• [What the task asks]: Your task is to transcribe the entries below exactly, from their first line down to the line containing "translate:-50% -50%; white-space:nowrap;", and to stop there.

◇ ◇ ◇

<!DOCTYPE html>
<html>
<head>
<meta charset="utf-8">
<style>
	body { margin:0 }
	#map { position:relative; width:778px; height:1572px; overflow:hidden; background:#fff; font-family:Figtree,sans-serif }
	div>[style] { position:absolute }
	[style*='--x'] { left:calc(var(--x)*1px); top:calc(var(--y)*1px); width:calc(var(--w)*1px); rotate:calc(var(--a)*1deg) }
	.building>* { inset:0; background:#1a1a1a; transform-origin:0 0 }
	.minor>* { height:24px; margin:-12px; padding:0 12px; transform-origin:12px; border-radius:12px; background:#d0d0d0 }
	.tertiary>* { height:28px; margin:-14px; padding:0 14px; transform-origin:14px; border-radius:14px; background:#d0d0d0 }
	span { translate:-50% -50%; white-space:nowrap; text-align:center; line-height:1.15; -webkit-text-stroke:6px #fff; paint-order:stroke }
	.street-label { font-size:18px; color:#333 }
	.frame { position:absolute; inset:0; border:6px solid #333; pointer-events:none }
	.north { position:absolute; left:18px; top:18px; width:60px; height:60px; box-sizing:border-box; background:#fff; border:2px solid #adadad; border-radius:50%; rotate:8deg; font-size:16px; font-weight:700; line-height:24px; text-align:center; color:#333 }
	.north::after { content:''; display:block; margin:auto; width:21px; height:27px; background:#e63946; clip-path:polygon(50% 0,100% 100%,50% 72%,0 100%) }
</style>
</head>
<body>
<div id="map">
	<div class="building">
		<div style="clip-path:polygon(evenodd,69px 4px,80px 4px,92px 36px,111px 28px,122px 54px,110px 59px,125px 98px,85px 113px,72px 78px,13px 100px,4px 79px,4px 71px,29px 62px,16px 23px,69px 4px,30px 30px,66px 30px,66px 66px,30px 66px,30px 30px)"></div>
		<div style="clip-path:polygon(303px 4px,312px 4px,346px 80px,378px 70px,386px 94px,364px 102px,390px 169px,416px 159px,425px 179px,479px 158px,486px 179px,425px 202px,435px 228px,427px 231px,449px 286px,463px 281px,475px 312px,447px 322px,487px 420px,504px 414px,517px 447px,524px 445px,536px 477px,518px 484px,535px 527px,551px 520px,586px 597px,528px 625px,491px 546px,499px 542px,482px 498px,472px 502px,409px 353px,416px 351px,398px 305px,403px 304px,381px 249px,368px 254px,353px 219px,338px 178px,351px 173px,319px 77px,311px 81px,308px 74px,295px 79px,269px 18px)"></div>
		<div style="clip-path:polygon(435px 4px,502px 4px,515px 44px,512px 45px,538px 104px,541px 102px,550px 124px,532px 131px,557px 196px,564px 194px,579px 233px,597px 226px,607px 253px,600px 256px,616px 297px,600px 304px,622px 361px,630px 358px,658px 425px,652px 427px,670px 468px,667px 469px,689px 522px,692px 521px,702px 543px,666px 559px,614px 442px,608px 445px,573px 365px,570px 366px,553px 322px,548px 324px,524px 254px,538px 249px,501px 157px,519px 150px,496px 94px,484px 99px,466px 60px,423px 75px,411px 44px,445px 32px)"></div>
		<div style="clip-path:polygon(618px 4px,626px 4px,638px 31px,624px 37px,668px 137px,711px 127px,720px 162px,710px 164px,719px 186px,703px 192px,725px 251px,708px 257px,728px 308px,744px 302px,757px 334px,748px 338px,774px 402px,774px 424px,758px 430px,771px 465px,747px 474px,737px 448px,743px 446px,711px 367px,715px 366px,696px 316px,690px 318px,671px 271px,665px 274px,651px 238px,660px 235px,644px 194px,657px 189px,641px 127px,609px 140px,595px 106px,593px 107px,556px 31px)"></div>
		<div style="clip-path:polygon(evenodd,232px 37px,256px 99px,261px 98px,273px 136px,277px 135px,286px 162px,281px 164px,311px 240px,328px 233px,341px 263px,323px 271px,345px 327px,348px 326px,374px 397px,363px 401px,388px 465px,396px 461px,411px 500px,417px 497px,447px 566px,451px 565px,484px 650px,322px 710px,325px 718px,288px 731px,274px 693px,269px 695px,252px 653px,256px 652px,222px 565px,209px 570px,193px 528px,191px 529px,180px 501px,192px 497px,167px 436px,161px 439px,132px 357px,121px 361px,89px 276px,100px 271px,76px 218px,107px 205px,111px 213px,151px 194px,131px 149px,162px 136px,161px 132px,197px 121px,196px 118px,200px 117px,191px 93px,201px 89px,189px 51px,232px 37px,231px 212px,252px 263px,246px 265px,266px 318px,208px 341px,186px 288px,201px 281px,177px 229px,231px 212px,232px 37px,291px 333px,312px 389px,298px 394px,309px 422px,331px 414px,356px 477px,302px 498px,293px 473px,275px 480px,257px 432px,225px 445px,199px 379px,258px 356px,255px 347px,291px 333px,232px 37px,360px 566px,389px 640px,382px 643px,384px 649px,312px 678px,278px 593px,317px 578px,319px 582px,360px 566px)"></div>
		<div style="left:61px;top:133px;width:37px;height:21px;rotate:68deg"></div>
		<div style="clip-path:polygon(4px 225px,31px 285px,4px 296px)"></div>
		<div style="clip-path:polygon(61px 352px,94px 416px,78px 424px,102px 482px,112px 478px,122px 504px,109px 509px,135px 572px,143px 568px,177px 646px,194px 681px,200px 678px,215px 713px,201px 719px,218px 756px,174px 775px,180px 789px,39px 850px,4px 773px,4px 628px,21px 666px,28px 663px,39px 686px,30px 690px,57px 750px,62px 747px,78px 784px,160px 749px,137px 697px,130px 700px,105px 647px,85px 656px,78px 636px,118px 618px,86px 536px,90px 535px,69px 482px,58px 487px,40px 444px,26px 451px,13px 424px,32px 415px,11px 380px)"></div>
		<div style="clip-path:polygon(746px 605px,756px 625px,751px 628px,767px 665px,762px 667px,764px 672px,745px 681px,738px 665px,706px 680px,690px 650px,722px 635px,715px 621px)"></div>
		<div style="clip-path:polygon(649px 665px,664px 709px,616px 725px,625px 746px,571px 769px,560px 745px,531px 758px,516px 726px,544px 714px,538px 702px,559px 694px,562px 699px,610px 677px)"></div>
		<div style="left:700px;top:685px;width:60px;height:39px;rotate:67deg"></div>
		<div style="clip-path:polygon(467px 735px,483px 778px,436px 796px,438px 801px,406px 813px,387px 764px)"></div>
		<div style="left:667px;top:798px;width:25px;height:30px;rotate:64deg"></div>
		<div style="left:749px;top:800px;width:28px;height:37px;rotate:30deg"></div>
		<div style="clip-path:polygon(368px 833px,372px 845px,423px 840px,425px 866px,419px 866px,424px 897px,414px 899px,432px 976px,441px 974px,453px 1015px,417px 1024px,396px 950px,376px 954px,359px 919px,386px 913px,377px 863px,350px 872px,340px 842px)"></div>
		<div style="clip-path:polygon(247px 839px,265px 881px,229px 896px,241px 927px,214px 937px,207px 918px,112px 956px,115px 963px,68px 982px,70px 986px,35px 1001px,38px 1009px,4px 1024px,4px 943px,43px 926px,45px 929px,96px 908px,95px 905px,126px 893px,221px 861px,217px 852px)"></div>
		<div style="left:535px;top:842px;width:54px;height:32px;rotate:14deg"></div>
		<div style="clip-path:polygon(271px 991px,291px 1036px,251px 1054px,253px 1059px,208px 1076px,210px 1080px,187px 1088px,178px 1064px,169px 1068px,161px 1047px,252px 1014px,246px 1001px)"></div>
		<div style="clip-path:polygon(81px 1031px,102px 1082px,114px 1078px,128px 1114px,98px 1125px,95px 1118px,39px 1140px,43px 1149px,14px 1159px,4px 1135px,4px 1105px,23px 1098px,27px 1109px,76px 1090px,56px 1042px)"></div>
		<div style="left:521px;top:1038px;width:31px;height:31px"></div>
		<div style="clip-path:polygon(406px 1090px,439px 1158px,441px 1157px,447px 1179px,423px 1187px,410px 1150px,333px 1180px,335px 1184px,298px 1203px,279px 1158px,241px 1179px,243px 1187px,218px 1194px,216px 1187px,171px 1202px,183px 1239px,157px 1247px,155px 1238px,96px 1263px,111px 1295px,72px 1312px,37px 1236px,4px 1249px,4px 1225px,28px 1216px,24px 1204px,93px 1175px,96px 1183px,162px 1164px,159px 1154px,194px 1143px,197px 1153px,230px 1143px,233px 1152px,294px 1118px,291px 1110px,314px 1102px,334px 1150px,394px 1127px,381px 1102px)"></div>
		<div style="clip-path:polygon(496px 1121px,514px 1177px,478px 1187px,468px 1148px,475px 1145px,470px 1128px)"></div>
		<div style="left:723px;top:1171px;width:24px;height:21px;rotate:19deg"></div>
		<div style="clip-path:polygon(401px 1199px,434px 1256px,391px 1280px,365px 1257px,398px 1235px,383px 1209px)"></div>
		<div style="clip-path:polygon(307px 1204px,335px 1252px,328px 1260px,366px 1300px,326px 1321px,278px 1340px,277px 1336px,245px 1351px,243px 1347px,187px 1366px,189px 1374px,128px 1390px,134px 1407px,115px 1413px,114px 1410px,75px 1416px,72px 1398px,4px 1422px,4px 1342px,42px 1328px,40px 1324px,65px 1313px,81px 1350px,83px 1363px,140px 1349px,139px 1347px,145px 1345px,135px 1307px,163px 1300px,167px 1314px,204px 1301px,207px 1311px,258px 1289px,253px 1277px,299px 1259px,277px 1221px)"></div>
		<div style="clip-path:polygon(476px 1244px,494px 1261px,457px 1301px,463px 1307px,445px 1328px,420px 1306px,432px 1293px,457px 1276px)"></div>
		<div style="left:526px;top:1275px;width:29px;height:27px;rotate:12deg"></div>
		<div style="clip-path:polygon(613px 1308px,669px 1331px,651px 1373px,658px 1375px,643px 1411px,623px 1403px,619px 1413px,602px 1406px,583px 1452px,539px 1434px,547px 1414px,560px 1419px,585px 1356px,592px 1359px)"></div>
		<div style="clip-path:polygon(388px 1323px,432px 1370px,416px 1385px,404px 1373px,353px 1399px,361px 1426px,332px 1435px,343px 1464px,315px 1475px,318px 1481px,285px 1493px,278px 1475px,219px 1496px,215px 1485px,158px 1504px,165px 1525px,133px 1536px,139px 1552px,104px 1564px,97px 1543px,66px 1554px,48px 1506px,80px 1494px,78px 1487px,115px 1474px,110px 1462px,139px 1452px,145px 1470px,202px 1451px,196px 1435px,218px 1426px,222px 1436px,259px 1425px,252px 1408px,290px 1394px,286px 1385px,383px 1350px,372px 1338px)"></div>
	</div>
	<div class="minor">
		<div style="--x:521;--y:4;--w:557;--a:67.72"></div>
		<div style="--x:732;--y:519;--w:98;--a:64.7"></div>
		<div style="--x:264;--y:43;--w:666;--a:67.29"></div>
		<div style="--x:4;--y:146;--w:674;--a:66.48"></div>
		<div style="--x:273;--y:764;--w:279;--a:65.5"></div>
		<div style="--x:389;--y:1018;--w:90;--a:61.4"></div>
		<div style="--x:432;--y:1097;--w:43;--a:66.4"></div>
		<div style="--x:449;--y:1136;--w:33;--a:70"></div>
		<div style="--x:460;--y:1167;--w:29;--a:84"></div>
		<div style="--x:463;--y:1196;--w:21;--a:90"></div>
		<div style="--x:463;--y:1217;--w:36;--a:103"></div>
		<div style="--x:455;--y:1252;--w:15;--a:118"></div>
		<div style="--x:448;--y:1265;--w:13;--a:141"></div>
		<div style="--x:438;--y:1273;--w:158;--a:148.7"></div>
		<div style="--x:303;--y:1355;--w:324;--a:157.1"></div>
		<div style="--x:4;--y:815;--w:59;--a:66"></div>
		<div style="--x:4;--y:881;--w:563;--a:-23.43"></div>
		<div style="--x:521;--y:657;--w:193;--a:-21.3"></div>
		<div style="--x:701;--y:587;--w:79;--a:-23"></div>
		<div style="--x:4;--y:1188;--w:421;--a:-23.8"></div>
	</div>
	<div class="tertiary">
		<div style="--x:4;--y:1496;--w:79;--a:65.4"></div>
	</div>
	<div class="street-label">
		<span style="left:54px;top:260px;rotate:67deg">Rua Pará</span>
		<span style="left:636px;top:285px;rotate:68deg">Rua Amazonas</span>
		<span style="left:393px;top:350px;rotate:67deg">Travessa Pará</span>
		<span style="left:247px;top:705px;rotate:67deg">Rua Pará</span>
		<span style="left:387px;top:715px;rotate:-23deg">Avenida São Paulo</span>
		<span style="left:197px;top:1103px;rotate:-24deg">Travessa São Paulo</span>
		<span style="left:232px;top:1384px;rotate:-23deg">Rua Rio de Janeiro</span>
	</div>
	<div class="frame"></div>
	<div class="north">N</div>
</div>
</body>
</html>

◇ ◇ ◇

• [Answer box]:
<!DOCTYPE html>
<html>
<head>
<meta charset="utf-8">
<style>
	body { margin:0 }
	#map { position:relative; width:778px; height:1572px; overflow:hidden; background:#fff; font-family:Figtree,sans-serif }
	div>[style] { position:absolute }
	[style*='--x'] { left:calc(var(--x)*1px); top:calc(var(--y)*1px); width:calc(var(--w)*1px); rotate:calc(var(--a)*1deg) }
	.building>* { inset:0; background:#1a1a1a; transform-origin:0 0 }
	.minor>* { height:24px; margin:-12px; padding:0 12px; transform-origin:12px; border-radius:12px; background:#d0d0d0 }
	.tertiary>* { height:28px; margin:-14px; padding:0 14px; transform-origin:14px; border-radius:14px; background:#d0d0d0 }
	span { translate:-50% -50%; white-space:nowrap; text-align:center; line-height:1.15; -webkit-text-stroke:6px #fff; paint-order:stroke }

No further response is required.